That would be quite unconventional. Most syscalls that take lengths do
so with the native register size (`unsigned long`, `size_t`), rather
than u64. If you can point to a recent trend away from this by
indicating some commits that added new syscalls with u64, I'd be happy
to be shown otherwise. But AFAIK, that's not the way it's done.
Jason
* Jason A. Donenfeld:
> Hi Florian,
>
> On Wed, Nov 23, 2022 at 11:46:58AM +0100, Florian Weimer wrote:
>> * Jason A. Donenfeld:
>>
>> > + * The vgetrandom() function in userspace requires an opaque state, which this
>> > + * function provides to userspace, by mapping a certain number of special pages
>> > + * into the calling process. It takes a hint as to the number of opaque states
>> > + * desired, and returns the number of opaque states actually allocated, the
>> > + * size of each one in bytes, and the address of the first state.
>> > + */
>> > +SYSCALL_DEFINE3(vgetrandom_alloc, unsigned long __user *, num,
>> > + unsigned long __user *, size_per_each, unsigned int, flags)
>>
>> I think you should make this __u64, so that you get a consistent
>> userspace interface on all architectures, without the need for compat
>> system calls.
>
> That would be quite unconventional. Most syscalls that take lengths do
> so with the native register size (`unsigned long`, `size_t`), rather
> than u64. If you can point to a recent trend away from this by
> indicating some commits that added new syscalls with u64, I'd be happy
> to be shown otherwise. But AFAIK, that's not the way it's done.

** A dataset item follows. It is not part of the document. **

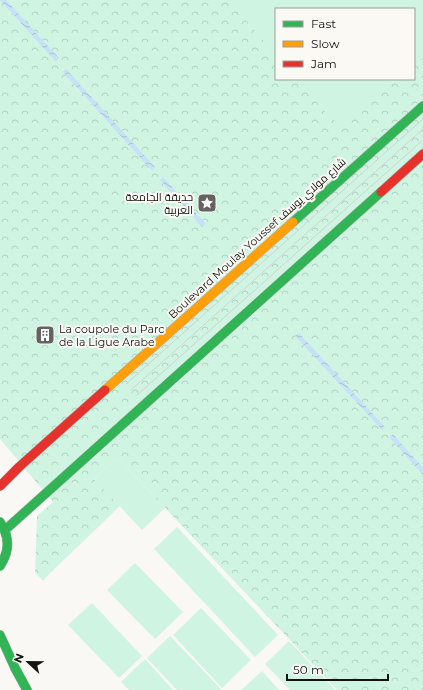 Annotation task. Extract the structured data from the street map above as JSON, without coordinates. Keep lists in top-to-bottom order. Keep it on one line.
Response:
{"streets":{"main road":["Boulevard Moulay Youssef شارع مولاي يوسف"]},"places":{"place":["حديقة الجامعة العربية"],"building":["La coupole du Parc de la Ligue Arabe"]},"legend":["Fast","Slow","Jam"],"scale_bar":"50 m","north":"left"} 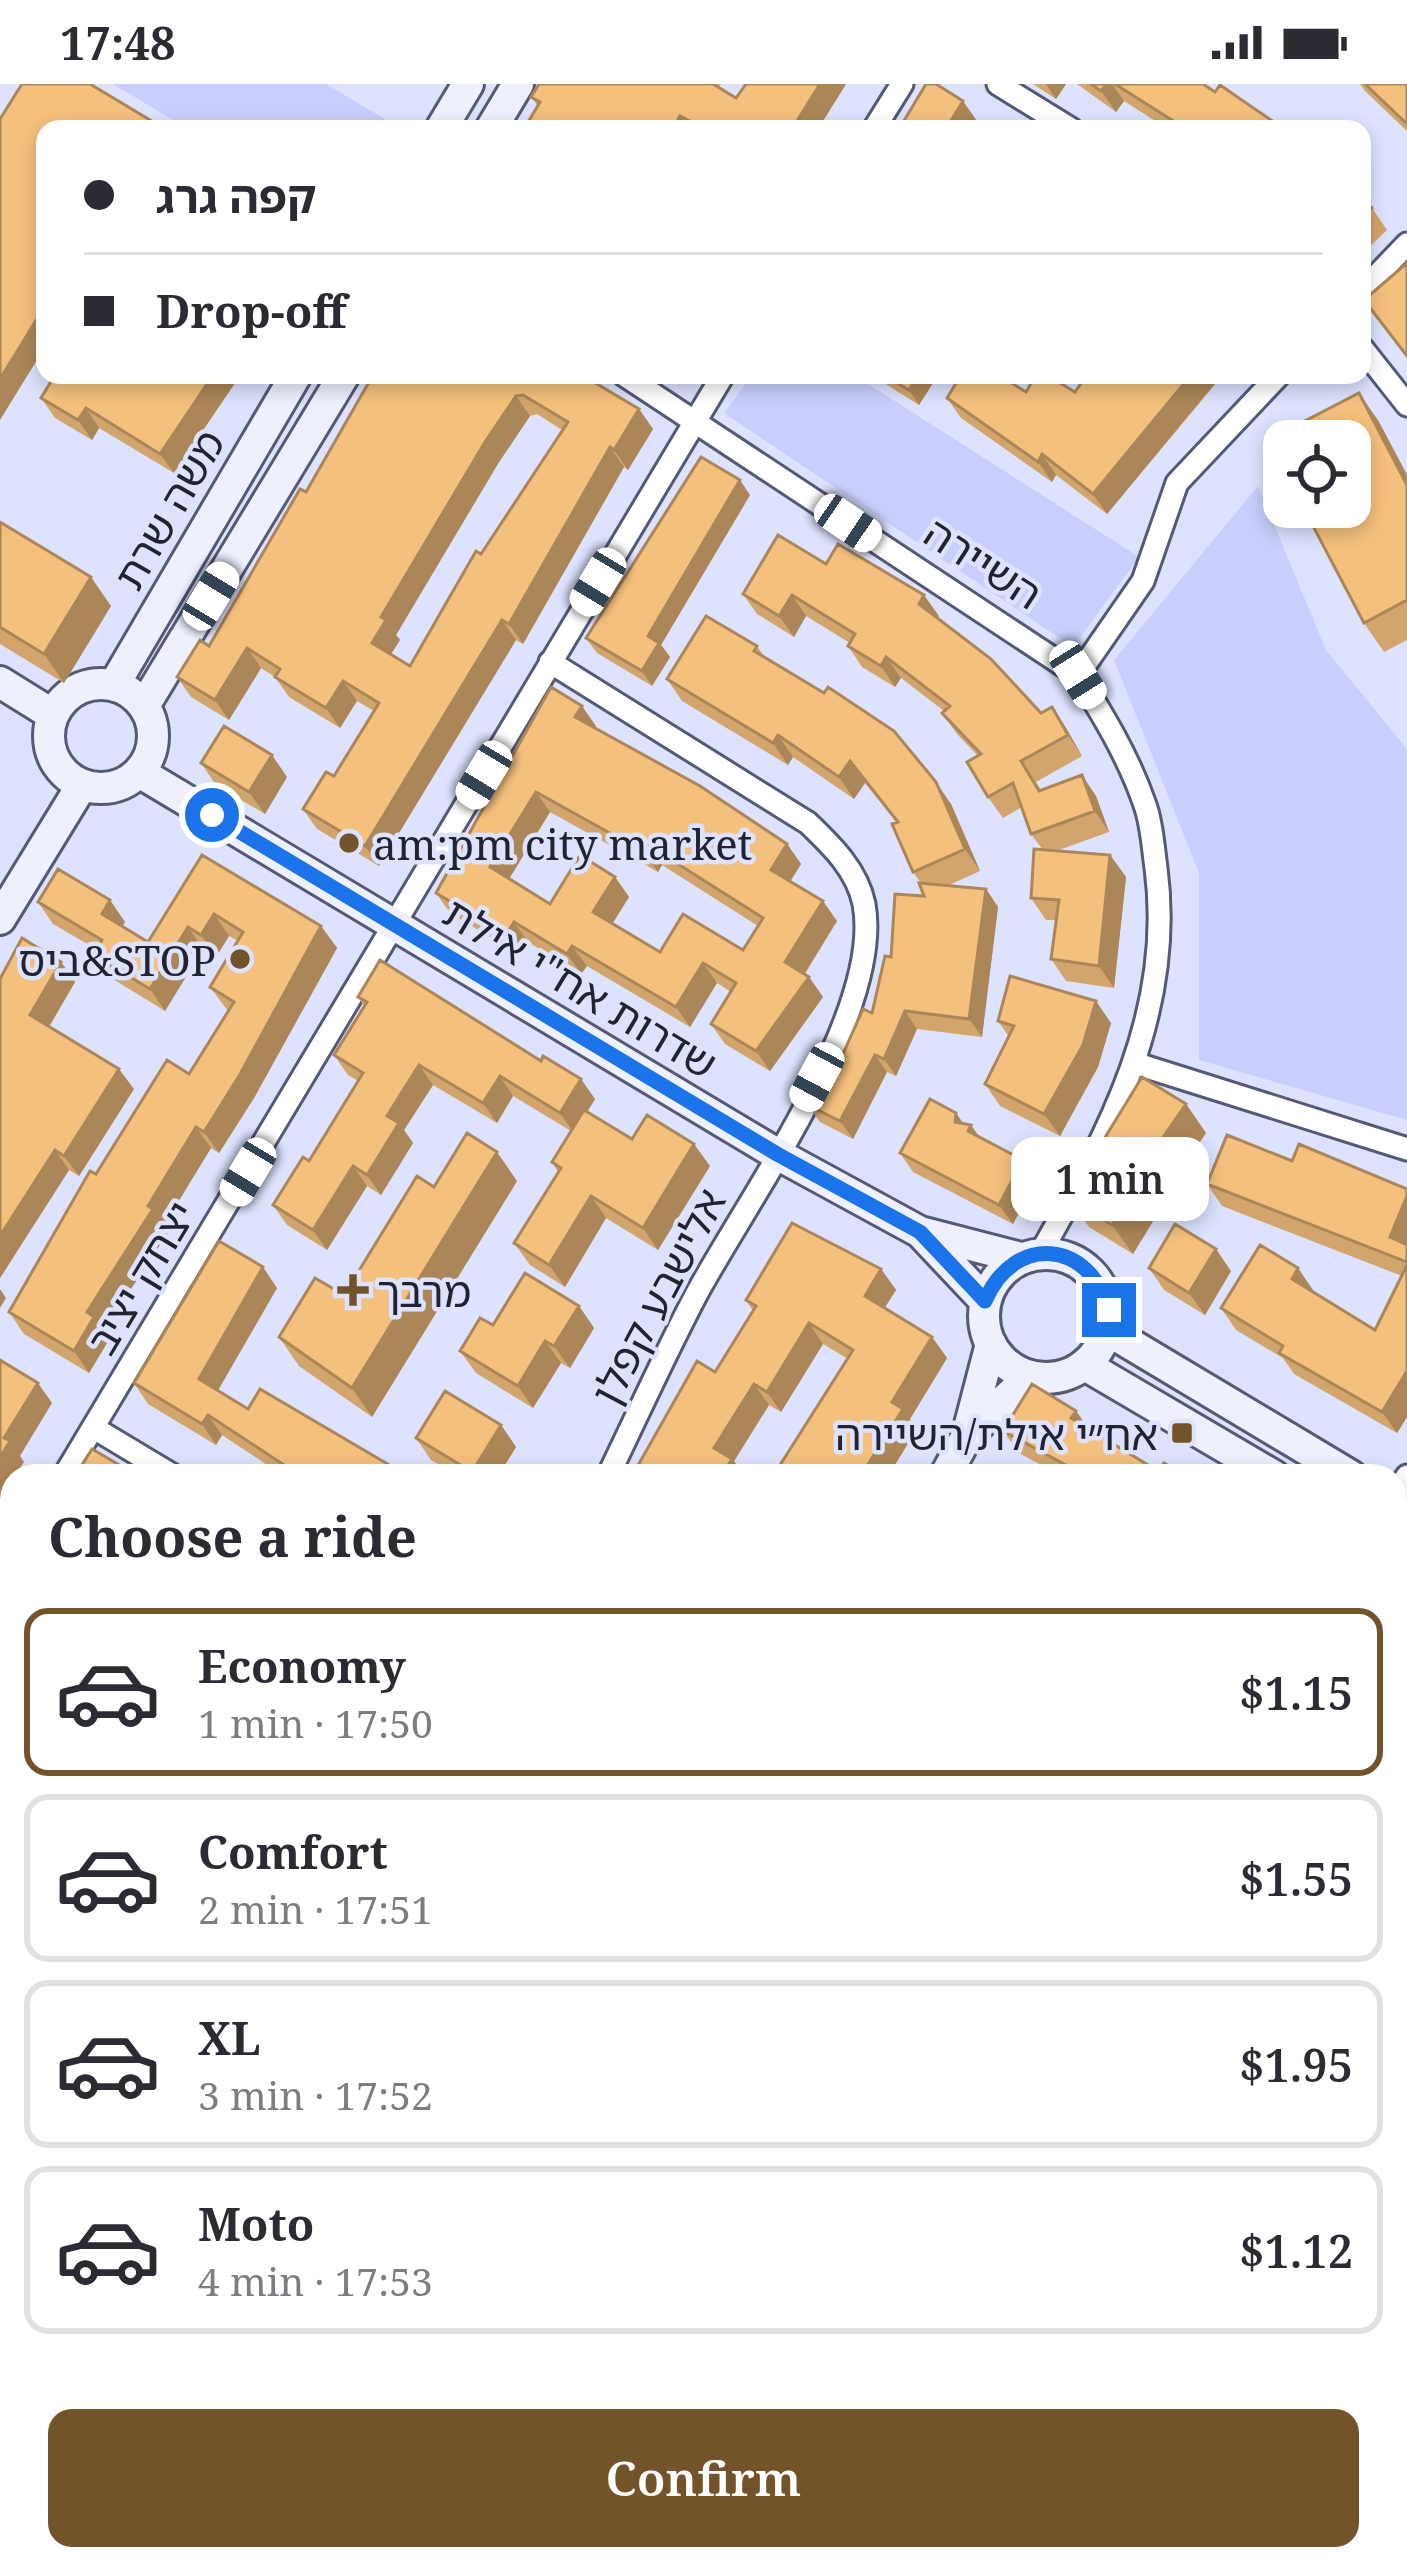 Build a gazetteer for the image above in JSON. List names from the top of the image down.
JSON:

See clone3 and struct clone_args. It's more common with pointers, which
are now 64 bits unconditionally: struct futex_waitv, struct rseq_cs and
struct rseq.
If the length or pointer is a system call argument, widening it to 64
bits is not necessary because zero-extension to the full register
eliminates the need for a compat system call. But if you pass the
address to a size or pointer, you'll need compat syscalls if you don't
make the passed data __u64.
Thanks,
Florian
Hi Florian,
On Thu, Nov 24, 2022 at 06:25:39AM +0100, Florian Weimer wrote:
> * Jason A. Donenfeld:
>
> > Hi Florian,
> >
> > On Wed, Nov 23, 2022 at 11:46:58AM +0100, Florian Weimer wrote:
> >> * Jason A. Donenfeld:
> >>
> >> > + * The vgetrandom() function in userspace requires an opaque state, which this
> >> > + * function provides to userspace, by mapping a certain number of special pages
> >> > + * into the calling process. It takes a hint as to the number of opaque states
> >> > + * desired, and returns the number of opaque states actually allocated, the
> >> > + * size of each one in bytes, and the address of the first state.
> >> > + */
> >> > +SYSCALL_DEFINE3(vgetrandom_alloc, unsigned long __user *, num,
> >> > + unsigned long __user *, size_per_each, unsigned int, flags)
> >>
> >> I think you should make this __u64, so that you get a consistent
> >> userspace interface on all architectures, without the need for compat
> >> system calls.
> >
> > That would be quite unconventional. Most syscalls that take lengths do
> > so with the native register size (`unsigned long`, `size_t`), rather
> > than u64. If you can point to a recent trend away from this by
> > indicating some commits that added new syscalls with u64, I'd be happy
> > to be shown otherwise. But AFAIK, that's not the way it's done.
>
> See clone3 and struct clone_args.
The struct is one thing. But actually, clone3 takes a `size_t`:
SYSCALL_DEFINE2(clone3, struct clone_args __user *, uargs, size_t, size)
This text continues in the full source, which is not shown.